Erlaubt mir zum Schluss noch eine Bemerkung zur Geschichtsarbeit in Dortmund. In Dortmund ist viel getan worden, um die Erinnerung an die Opfer des Hitlerfaschismus und an den Widerstand gegen das verbrecherische Naziregime wachzuhalten, dennoch liegt noch Vieles im Dunkeln. Das gilt ganz besonders für die tausenden sowjetischen Kriegsgefangenen, die in Dortmund gearbeitet haben und gestorben sind. 4 Jahre lang, vom Herbst 1941 bis Anfang 1945, fuhren beinahe täglich Leichenwagen von der Westfalenhalle zum Hauptfriedhof. Sie brachten die Verstorbenen aus dem Stalag hierher und hier wurden sie anonym begraben.
Ich sage es mit den Worten unseres Oberbürgermeisters, der Karfreitag in der Bittermark Brecht mit den Worten zitierte: „ Der Mensch ist erst wirklich tot, wenn keiner mehr an ihn denkt“. Nehmen wir die Aufforderung ernst und sorgen wir dafür, dass das Leben und Leiden der sowjetischen Kriegsgefangenen in den zahlreich Arbeitskommandos und das Sterben im Stalag in Erinnerung bleiben und die Verstorbenen nicht Unbekannte bleiben, sondern eine würdige Ruhestätte hier auf dem Internationalen Friedhof finden.

Hannelore Tölke

Personalkarte

Jeder Kriegsgefangene hatte eine Personalkarte mit alle persönlichen Daten.
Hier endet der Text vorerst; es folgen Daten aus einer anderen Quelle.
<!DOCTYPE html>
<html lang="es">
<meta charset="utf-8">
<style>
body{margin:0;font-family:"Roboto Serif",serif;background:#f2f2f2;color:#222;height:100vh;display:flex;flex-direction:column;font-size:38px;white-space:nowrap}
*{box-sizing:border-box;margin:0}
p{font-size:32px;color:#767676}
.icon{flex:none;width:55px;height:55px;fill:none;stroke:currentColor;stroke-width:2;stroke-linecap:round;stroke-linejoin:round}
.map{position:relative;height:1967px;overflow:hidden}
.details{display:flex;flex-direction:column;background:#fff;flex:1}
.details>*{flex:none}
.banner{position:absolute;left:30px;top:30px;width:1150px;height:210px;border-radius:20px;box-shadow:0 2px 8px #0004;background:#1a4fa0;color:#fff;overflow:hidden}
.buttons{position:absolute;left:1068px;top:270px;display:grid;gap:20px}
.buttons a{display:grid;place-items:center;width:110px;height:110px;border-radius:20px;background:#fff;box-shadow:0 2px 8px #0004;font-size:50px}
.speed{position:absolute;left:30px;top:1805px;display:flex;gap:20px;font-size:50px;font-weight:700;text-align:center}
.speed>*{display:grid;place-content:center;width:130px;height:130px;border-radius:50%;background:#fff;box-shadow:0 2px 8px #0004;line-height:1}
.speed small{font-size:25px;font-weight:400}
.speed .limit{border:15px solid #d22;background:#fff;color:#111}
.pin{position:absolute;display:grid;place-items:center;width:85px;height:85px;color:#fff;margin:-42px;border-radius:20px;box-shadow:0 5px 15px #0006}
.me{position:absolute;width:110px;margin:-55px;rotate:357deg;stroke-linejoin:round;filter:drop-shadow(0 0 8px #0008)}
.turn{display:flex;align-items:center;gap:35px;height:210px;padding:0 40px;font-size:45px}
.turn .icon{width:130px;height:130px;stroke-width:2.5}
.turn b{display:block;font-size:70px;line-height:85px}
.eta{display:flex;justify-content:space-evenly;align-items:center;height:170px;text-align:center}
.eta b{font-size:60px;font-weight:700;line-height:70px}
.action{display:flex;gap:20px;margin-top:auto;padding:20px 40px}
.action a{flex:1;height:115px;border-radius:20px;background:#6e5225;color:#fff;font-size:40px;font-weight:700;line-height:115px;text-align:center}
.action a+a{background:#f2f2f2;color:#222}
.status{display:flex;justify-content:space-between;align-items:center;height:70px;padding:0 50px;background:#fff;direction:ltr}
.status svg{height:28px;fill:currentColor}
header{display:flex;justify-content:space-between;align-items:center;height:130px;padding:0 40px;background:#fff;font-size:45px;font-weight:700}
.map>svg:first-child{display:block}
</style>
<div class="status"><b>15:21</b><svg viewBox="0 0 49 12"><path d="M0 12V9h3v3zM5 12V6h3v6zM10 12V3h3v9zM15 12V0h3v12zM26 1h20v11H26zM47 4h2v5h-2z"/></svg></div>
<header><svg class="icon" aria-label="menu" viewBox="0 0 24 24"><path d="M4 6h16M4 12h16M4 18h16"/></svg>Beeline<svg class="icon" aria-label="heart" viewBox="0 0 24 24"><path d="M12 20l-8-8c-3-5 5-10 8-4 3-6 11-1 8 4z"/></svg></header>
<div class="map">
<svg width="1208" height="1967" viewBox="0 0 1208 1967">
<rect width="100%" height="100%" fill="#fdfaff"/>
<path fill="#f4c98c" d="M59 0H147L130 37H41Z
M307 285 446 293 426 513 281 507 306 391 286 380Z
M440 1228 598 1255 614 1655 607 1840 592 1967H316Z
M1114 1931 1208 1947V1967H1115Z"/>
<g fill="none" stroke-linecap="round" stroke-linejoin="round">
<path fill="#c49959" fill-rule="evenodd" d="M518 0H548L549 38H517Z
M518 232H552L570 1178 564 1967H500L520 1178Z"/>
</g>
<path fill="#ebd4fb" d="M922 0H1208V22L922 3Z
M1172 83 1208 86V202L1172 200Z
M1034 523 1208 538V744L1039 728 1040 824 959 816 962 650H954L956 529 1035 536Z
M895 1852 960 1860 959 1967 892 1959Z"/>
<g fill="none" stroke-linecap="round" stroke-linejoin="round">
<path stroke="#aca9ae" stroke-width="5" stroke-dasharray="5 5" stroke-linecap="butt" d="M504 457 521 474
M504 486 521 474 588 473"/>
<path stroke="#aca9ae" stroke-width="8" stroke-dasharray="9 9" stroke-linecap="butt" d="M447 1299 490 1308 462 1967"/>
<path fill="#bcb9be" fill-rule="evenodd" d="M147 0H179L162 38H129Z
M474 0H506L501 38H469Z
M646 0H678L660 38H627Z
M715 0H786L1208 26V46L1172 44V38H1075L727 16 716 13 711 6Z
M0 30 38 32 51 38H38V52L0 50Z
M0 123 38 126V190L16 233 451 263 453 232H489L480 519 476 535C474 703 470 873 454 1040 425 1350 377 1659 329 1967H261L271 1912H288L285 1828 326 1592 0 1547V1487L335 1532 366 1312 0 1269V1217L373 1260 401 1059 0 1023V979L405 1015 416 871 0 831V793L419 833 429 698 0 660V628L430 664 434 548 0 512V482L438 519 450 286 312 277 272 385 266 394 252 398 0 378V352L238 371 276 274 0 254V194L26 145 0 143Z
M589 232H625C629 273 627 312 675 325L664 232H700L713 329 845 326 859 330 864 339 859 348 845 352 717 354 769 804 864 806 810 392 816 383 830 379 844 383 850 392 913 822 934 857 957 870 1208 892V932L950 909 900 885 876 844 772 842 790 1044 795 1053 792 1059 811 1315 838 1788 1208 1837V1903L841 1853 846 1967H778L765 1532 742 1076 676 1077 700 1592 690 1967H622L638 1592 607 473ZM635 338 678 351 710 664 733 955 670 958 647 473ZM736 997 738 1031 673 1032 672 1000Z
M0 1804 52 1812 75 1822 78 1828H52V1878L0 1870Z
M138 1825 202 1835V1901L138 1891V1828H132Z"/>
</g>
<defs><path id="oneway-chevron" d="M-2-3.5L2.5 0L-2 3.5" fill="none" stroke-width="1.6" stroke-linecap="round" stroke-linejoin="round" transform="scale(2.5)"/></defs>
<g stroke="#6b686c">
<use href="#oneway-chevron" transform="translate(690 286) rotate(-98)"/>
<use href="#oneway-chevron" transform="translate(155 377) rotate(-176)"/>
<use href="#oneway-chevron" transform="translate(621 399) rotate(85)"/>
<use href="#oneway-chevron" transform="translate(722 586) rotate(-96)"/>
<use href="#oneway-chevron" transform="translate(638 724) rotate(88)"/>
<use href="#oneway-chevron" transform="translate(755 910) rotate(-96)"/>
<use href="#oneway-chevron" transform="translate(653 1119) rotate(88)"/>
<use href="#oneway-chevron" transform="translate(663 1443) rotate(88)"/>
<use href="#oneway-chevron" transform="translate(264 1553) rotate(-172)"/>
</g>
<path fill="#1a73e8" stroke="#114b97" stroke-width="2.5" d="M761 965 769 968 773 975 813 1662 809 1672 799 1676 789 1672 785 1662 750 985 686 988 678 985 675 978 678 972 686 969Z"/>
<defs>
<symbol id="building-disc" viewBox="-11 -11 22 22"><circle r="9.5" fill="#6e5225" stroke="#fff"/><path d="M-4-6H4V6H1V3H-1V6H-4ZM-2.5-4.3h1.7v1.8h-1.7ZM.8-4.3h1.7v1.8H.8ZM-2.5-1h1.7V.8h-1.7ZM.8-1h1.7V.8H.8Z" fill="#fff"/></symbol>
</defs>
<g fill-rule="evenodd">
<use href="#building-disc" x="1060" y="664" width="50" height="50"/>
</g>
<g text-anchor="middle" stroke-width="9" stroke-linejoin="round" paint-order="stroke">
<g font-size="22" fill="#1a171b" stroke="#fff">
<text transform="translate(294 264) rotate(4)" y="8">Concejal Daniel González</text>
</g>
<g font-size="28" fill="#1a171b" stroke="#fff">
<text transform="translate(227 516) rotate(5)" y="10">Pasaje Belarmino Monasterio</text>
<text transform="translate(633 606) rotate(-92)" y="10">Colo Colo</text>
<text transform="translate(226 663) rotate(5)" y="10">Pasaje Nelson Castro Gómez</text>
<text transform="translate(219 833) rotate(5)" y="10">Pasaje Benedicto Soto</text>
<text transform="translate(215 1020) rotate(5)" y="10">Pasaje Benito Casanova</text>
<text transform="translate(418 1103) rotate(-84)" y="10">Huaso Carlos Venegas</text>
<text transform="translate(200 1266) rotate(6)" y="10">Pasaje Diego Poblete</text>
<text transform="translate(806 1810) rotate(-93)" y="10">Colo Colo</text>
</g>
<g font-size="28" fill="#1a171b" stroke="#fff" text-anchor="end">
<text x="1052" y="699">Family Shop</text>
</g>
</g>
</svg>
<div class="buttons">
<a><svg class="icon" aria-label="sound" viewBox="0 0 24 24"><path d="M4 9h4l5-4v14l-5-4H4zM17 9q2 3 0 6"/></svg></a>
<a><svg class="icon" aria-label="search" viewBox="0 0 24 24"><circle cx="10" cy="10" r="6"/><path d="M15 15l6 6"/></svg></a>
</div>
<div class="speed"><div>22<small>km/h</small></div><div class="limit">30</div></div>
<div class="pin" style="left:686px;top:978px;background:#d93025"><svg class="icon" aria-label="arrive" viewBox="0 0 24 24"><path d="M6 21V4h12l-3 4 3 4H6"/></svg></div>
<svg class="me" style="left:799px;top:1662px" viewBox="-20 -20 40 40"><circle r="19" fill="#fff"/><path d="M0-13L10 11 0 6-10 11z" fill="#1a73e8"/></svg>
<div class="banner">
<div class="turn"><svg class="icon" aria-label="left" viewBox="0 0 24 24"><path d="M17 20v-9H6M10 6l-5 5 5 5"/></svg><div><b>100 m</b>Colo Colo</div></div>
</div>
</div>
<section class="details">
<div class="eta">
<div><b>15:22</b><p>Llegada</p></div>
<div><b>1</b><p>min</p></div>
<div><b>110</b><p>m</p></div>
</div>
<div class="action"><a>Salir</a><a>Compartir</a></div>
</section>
Sie begleitete den Kriegsgefangenen durch die Lager, jede Personalkarte eröffnet für uns das tragische Schicksal eines Kriegsopfers. In der Personalkarte 1 wurden folgende Informationen eingetragen:
der Name,
der Vorname und der Vatername,
das Geburtsdatum und der Geburtsort ,
der Name der Mutter, um jüdische Wurzeln zu finden, die Staatsangehörigkeit,
alle beruflichen und militärische Daten,
wann und wo in Kriegsgefangenschaft geraten,
der Gesundheitszustand ein Foto (nicht immer) und die Fingerabdrücke.
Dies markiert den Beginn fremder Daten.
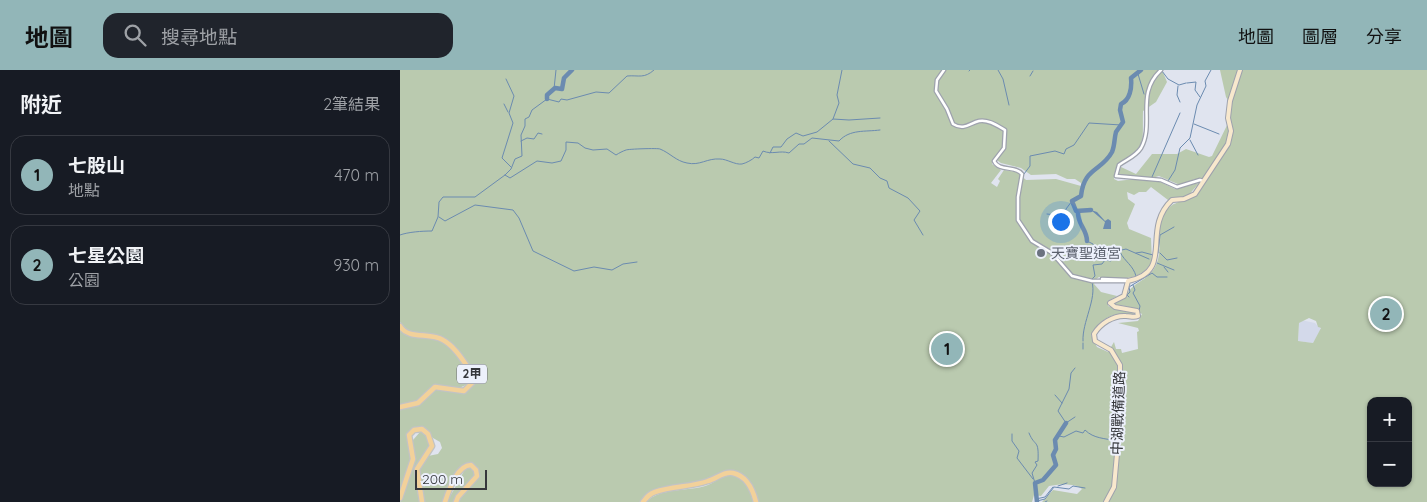 <!DOCTYPE html>
<html lang="zh-TW">
<meta charset="utf-8">
<style>
body{margin:0;font-family:Quicksand,"Noto Sans TC",sans-serif;background:#20242c;color:#f1f3f6}
.controls{position:absolute;right:15px;bottom:15px;display:grid;overflow:hidden;border-radius:10px;box-shadow:0 1px 4px #0004}
.controls button{width:45px;height:45px;display:grid;place-items:center;padding:0;border:0;border-bottom:1px solid #363941;background:#171b24;color:#f1f3f6;font:25px sans-serif}
.scale{position:absolute;left:15px;bottom:12px;width:72px;box-sizing:border-box;padding-left:5px;border:2px solid #35373b;border-top:0;font-size:14px;line-height:18px;white-space:nowrap;color:#35373b;-webkit-text-stroke:4px #edf1fc;paint-order:stroke}
.you{position:absolute;left:660px;top:151px;width:18px;height:18px;margin:-12px;border:4px solid #fff;border-radius:50%;background:#1a73e8;box-shadow:0 0 0 8px #1a73e833}
.badge{display:grid;place-items:center;width:32px;height:32px;border-radius:50%;background:#92b6b8;color:#111;font-size:16px;font-weight:700}
.pin{position:absolute;translate:-50% -50%;border:2px solid #fff;box-shadow:0 1px 5px #0006}
.list{margin:0;padding:0;list-style:none}
h2{display:flex;justify-content:space-between;align-items:center;height:65px;margin:0;padding:0 20px;font-size:21px}
h2 small{font-size:16px;font-weight:400;color:#9ea1a6}
.list li{display:grid;grid-template-columns:32px 1fr auto;gap:15px;align-items:center;box-sizing:border-box;height:80px;margin:0 10px 10px;padding:0 10px;border:1px solid #363941;border-radius:15px}
.list b{display:block;font-size:19px;white-space:nowrap}
.list p{margin:0;font-size:16px;white-space:nowrap;color:#9ea1a6}
.list em{font-size:16px;font-style:normal;color:#9ea1a6}
.icon{flex:none;width:28px;height:28px;fill:none;stroke:currentColor;stroke-width:2;stroke-linecap:round;stroke-linejoin:round}
.map{position:relative;flex:none;width:1027px;height:432px;overflow:hidden}
header{display:flex;align-items:center;gap:30px;box-sizing:border-box;height:70px;padding:0 25px;background:#92b6b8;color:#111}
header strong{font-size:24px}
nav{display:flex;gap:28px;margin-inline-start:auto;font-size:18px}
.search{width:350px;height:45px;background:#20242c;display:flex;align-items:center;gap:12px;box-sizing:border-box;padding:0 18px;border-radius:15px;color:#9ea1a6;font-size:19px}
main{display:flex}
aside{flex:1;background:#171b24}
.map>svg:first-child{display:block}
.built{fill:#d3d9ea}
.green{fill:#bacaaf;fill-rule:evenodd}
.water{fill:#6b8bb0}
.lines{fill:none;stroke-linecap:round;stroke-linejoin:round}
.stream{stroke:#6b8bb0;stroke-width:1}
.river{stroke:#6b8bb0;stroke-width:4.5}
.street-casing{stroke:#9ea2ad;stroke-width:5}
.secondary-casing{stroke:#9ea2ad;stroke-width:6}
.primary-casing{stroke:#c2c3c4;stroke-width:7}
.street{stroke:#fff;stroke-width:2.5}
.secondary{stroke:#f8e8cd;stroke-width:4}
.primary{stroke:#f2d19a;stroke-width:4.5}
.worship-dot{fill:#6b7280;stroke:#edf1fc;stroke-width:2}
.labels{text-anchor:middle;stroke-width:4;stroke-linejoin:round;paint-order:stroke}
.shield{fill:#edf1fc;stroke:#6c6f75;stroke-width:1}
.shield-label{font-size:12px;font-weight:bold;fill:#35373b}
.worship-label{font-size:14px;fill:#5b616d;stroke:#edf1fc;text-anchor:start}
.street-label{font-size:14px;fill:#35373b;stroke:#edf1fc}
</style>
<header>
<strong>地圖</strong>
<div class="search"><svg class="icon" aria-label="search" viewBox="0 0 24 24"><circle cx="10" cy="10" r="6"/><path d="M15 15l6 6"/></svg>搜尋地點</div>
<nav><a>地圖</a><a>圖層</a><a>分享</a></nav>
</header>
<main>
<aside>
<h2>附近<small>2筆結果</small></h2>
<ul class="list">
<li><span class="badge">1</span><div><b>七股山</b><p>地點</p></div><em>470 m</em></li>
<li><span class="badge">2</span><div><b>七星公園</b><p>公園</p></div><em>930 m</em></li>
</ul>
</aside>
<div class="map">
<svg width="1027" height="432" viewBox="0 0 1027 432">
<rect width="100%" height="100%" fill="#e0e4ef"/>
<path class="built" d="M 901,250 L 915,253 L 921,259 L 913,273 L 898,271 L 899,253 Z"/>
<g class="green">
<path d="M 0,0 L 762,0 L 767,12 L 756,32 L 743,41 C 742,71 748,76 719,93 L 714,109 L 718,111 L 734,109 L 758,111 L 775,119 L 799,113 L 788,126 L 768,130 L 751,117 L 746,122 L 739,122 L 734,125 L 727,122 L 728,129 L 735,134 L 727,153 L 729,159 L 751,168 L 752,192 C 740,212 719,209 699,207 L 695,210 L 694,214 L 701,222 L 717,226 L 708,231 L 708,236 L 736,244 C 731,247 727,244 720,244 C 709,244 696,254 691,265 L 697,277 L 708,282 L 714,272 L 716,279 L 721,279 L 722,283 L 738,279 L 737,262 L 739,261 L 738,258 L 718,253 L 738,251 L 742,244 L 726,236 L 713,235 L 713,233 L 724,229 C 733,210 746,213 755,197 C 764,181 755,161 764,144 C 771,132 779,133 789,128 C 795,125 801,116 805,111 L 795,109 L 780,115 L 759,106 L 752,108 L 718,106 L 721,97 L 736,104 L 752,84 L 777,84 L 786,79 L 809,87 L 812,86 L 831,47 L 831,35 L 826,27 L 820,0 L 1027,0 L 1027,432 L 642,432 L 653,420 L 677,424 L 682,419 C 676,413 658,414 649,416 L 641,426 L 634,425 L 632,432 L 357,432 L 352,417 L 332,402 L 307,410 L 253,421 L 241,432 L 58,432 L 78,407 L 79,400 L 71,393 L 62,396 L 44,432 L 24,432 L 18,398 L 28,386 L 38,384 L 42,378 L 40,372 L 33,368 L 26,360 L 11,361 L 12,390 L 0,426 L 0,339 L 14,335 L 33,319 L 64,322 L 75,308 L 49,273 L 9,262 L 0,252 ZM 594,88 L 601,93 L 621,98 L 631,105 L 656,104 L 667,109 L 675,109 L 681,113 L 681,116 L 656,109 L 626,110 L 617,102 L 604,100 L 598,109 L 600,111 L 597,117 L 591,113 L 601,100 L 592,94 ZM 909,248 L 916,251 L 918,257 L 921,258 L 913,273 L 898,271 L 899,253 ZM 971,331 L 1008,331 L 1008,413 L 971,413 Z"/>
<path d="M 0,258 C 16,270 31,264 45,273 C 55,280 62,295 69,305 L 68,314 L 57,319 L 34,315 L 21,329 L 0,335 Z"/>
<path d="M 20,362 L 24,362 L 30,371 C 29,381 24,384 19,392 C 12,402 17,421 20,432 L 0,432 L 12,394 L 13,370 Z"/>
<path d="M 68,398 L 73,399 L 76,405 L 55,432 L 47,432 L 64,401 Z"/>
<path d="M 334,405 C 346,409 351,420 353,432 L 246,432 C 261,417 289,422 308,415 C 317,411 323,405 334,405 Z"/>
</g>
<path class="water" d="M 691,140 L 697,142 L 705,151 L 708,149 L 711,151 L 711,159 L 703,159 L 705,152 Z"/>
<g class="lines">
<g class="stream">
<path d="M 598,0 L 603,9 L 609,35"/>
<path d="M 569,1 L 570,0"/>
<path d="M 762,1 L 768,9 L 779,15 L 786,13"/>
<path d="M 738,4 L 744,24"/>
<path d="M 630,6 L 633,1"/>
<path d="M 106,9 L 114,26 L 109,43 L 113,53 L 102,88 L 111,97"/>
<path d="M 787,13 L 796,12 L 795,20 L 800,27"/>
<path d="M 778,16 L 777,25 L 780,32"/>
<path d="M 154,19 L 156,0"/>
<path d="M 104,34 L 108,42"/>
<path d="M 433,49 L 439,33 L 437,25 L 442,0"/>
<path d="M 794,54 L 819,64"/>
<path d="M 790,70 L 798,85"/>
<path d="M 121,71 L 127,68 L 134,69 L 138,63 L 142,64"/>
<path d="M 429,71 L 453,94 L 470,98 L 480,108 L 487,111 L 489,118 L 508,128 L 520,141 L 514,150 L 523,165"/>
<path d="M 370,83 L 373,77 L 381,77 L 387,69 L 396,63 L 403,66 L 417,62 L 433,49 L 449,50 L 480,48"/>
<path d="M 624,104 L 630,96 L 630,86 L 655,81 L 664,84 L 666,79 L 674,75 L 689,53 L 721,55"/>
<path d="M 105,105 L 110,108 L 137,91 L 152,93 L 161,91 L 166,80 L 166,72 L 178,73 L 185,78 L 193,80 L 207,79 L 216,85 C 219,83 223,81 226,80 C 228,79 258,78 260,79 C 270,83 276,91 287,93 C 300,96 307,88 320,89 C 327,89 335,95 342,94 C 346,93 352,90 355,87 L 359,88 L 363,81 C 372,85 380,80 389,83 L 399,74 L 404,74 L 412,68 L 439,71 C 450,59 465,62 480,60"/>
<path d="M 752,107 L 780,43"/>
<path d="M 768,111 L 775,100 L 780,78 L 790,68 L 797,35 L 806,16 L 805,11 L 811,0"/>
<path d="M 647,144 L 665,146 L 666,139 L 672,131"/>
<path d="M 39,147 L 45,151 L 75,135 L 113,140 L 119,148 L 133,181 L 174,201 L 194,197 L 212,200 L 223,194 L 237,192"/>
<path d="M 0,165 C 8,162 22,161 32,161 L 38,147 L 39,132 L 43,127 L 75,127 L 105,105 L 111,99 L 115,89 L 122,86 L 121,65 L 125,56 L 125,49 L 129,47 L 132,40 L 147,29 L 159,32 L 161,29 L 167,30 L 196,22 L 209,23 L 227,6 C 239,5 244,9 254,0"/>
<path d="M 687,171 L 693,174 L 696,180 L 712,186 L 711,191 L 705,190 L 702,194 L 693,195 L 695,206 L 692,209"/>
<path d="M 709,183 L 726,179 L 749,189"/>
<path d="M 736,183 L 742,182 L 753,185"/>
<path d="M 758,183 L 760,165 L 774,157"/>
<path d="M 760,183 L 767,190 L 777,188"/>
<path d="M 713,186 L 720,182 C 725,192 733,195 736,206"/>
<path d="M 757,193 L 774,200"/>
<path d="M 764,197 L 768,202"/>
<path d="M 733,215 L 735,220 L 733,223 L 740,236 L 739,241"/>
<path d="M 729,227 L 727,225 L 730,222 L 729,217 L 752,203 L 757,207 L 767,207"/>
<path d="M 683,271 C 682,252 697,229 692,212"/>
<path d="M 683,273 L 683,279"/>
<path d="M 655,325 L 662,333"/>
<path d="M 675,347 L 666,353 L 658,341 L 669,319 L 671,303 L 675,298"/>
<path d="M 629,363 C 635,378 639,368 638,391 L 635,392 L 637,395 L 632,403 L 635,413"/>
<path d="M 612,364 L 612,371 L 619,381 L 617,388 L 633,409"/>
<path d="M 659,366 L 664,367 L 676,361 L 683,363 L 685,360 C 694,369 705,368 716,371"/>
<path d="M 658,416 L 667,413"/>
<path d="M 636,429 L 645,427 L 653,417"/>
<path d="M 637,431 L 645,429 L 654,417 L 669,419 L 673,416 L 685,418"/>
<path d="M 645,432 L 647,431"/>
</g>
<g class="river">
<path d="M 147,29 L 147,25 L 155,18 L 162,19 L 164,8 L 172,0"/>
<path d="M 691,140 L 676,141 L 672,131 L 681,126 C 684,97 701,102 712,82 C 715,75 714,69 716,62 C 718,59 721,55 723,52 L 720,40 L 721,34 C 730,30 732,18 731,8 L 741,0"/>
<path d="M 678,142 C 677,154 687,159 687,171"/>
<path d="M 637,432 L 635,413 L 643,410 L 656,395 L 653,385 L 656,379 L 655,370 L 666,353"/>
</g>
<defs>
<g id="street">
<path d="M 544,0 L 537,10 L 536,21 L 547,39 L 553,54 C 564,61 570,53 579,51 C 588,49 598,56 605,60 L 604,78 L 594,91 C 599,102 615,95 622,104 L 618,127 L 618,150 L 632,171 L 652,183 L 672,206 L 692,211 L 728,211"/>
<path d="M 761,0 C 735,24 755,53 741,78 C 735,87 727,89 719,95 L 716,106 L 761,110 L 777,117 L 800,110 L 803,111"/>
<path d="M 702,209 L 727,210"/>
</g>
<path id="secondary" d="M 706,432 L 714,417 L 719,362 L 717,353 L 720,338 L 716,320 L 720,310 L 720,295 L 711,280 L 695,271 L 694,264 C 700,254 713,245 726,246 C 731,246 733,248 738,246 L 737,241 L 715,237 L 710,233 L 724,226 L 728,211 C 776,201 740,160 772,130 L 784,129 L 795,124 L 828,74 L 831,61 L 828,48 L 830,31 L 840,0"/>
<g id="primary">
<path d="M 0,256 C 8,270 30,262 43,270 C 56,277 65,294 74,306 L 72,313 L 64,321 L 35,317 L 18,333 L 0,337"/>
<path d="M 0,428 L 13,389 L 9,365 L 14,360 L 22,359 L 28,364 L 32,376 L 17,399 L 22,432"/>
<path d="M 45,432 C 49,420 57,395 71,395 L 76,400 L 77,406 L 58,427 L 56,432"/>
<path d="M 243,432 C 247,427 249,424 255,422 C 272,416 291,417 308,411 C 316,409 324,401 333,403 C 347,406 353,420 356,432"/>
</g>
</defs>
<use href="#street" class="street-casing"/>
<use href="#secondary" class="secondary-casing"/>
<use href="#primary" class="primary-casing"/>
<use href="#street" class="street"/>
<use href="#secondary" class="secondary"/>
<use href="#primary" class="primary"/>
</g>
<circle class="worship-dot" cx="641" cy="183" r="5"/>
<g class="labels">
<rect class="shield" x="57" y="294.5" width="30" height="19" rx="4"/>
<g class="shield-label">
<text x="72" y="308">2甲</text>
</g>
<g class="worship-label">
<text x="651" y="188">天寶聖道宮</text>
</g>
<g class="street-label">
<text transform="translate(718 343) rotate(-88)" y="5">中湖戰備道路</text>
</g>
</g>
</svg>
<div class="controls">
<button>+</button>
<button>−</button>
</div>
<div class="scale">200 m</div>
<div class="you"></div>
<div class="pin badge" style="left:547px;top:279px">1</div>
<div class="pin badge" style="left:986px;top:244px">2</div>
</div>
</main>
Die zweite Seite hatte Information über Gefängnisaufenthalte, die medizinische Behandlung, den Weg durch die Wehrmachtkreise und die Lager, Arbeitseinsätze in verschiedenen Betrieben (Arbeitskommando).

Die „Personalkarte 1“ wurde bei der Registrierung oft von Hilfspersonal aus verschiedensten Ländern ausgefüllt. Die Eintragung der Daten erfolgte dabei sehr häufig nach Gehör. Nach einem langen Weg bis ins Lager waren die Menschen ausgehungert, erschöpft und oft so geschwächt, dass sie bei der Registrierung dem Hilfspersonal, das ihre Daten aufgenommen hat auch wegen der Verständigungsschwierigkeiten keine genaueren Erklärungen zur Person geben konnten. Dadurch kam es beim Ausfüllen der Personalkarten häufig zu Fehlern. Diese Fehler haben die Gefangenen auf ihrem Weg durch die Lager und, wenn sie dort verstorben sind, bis zu ihrem Tot und noch darüber hinaus begleitet.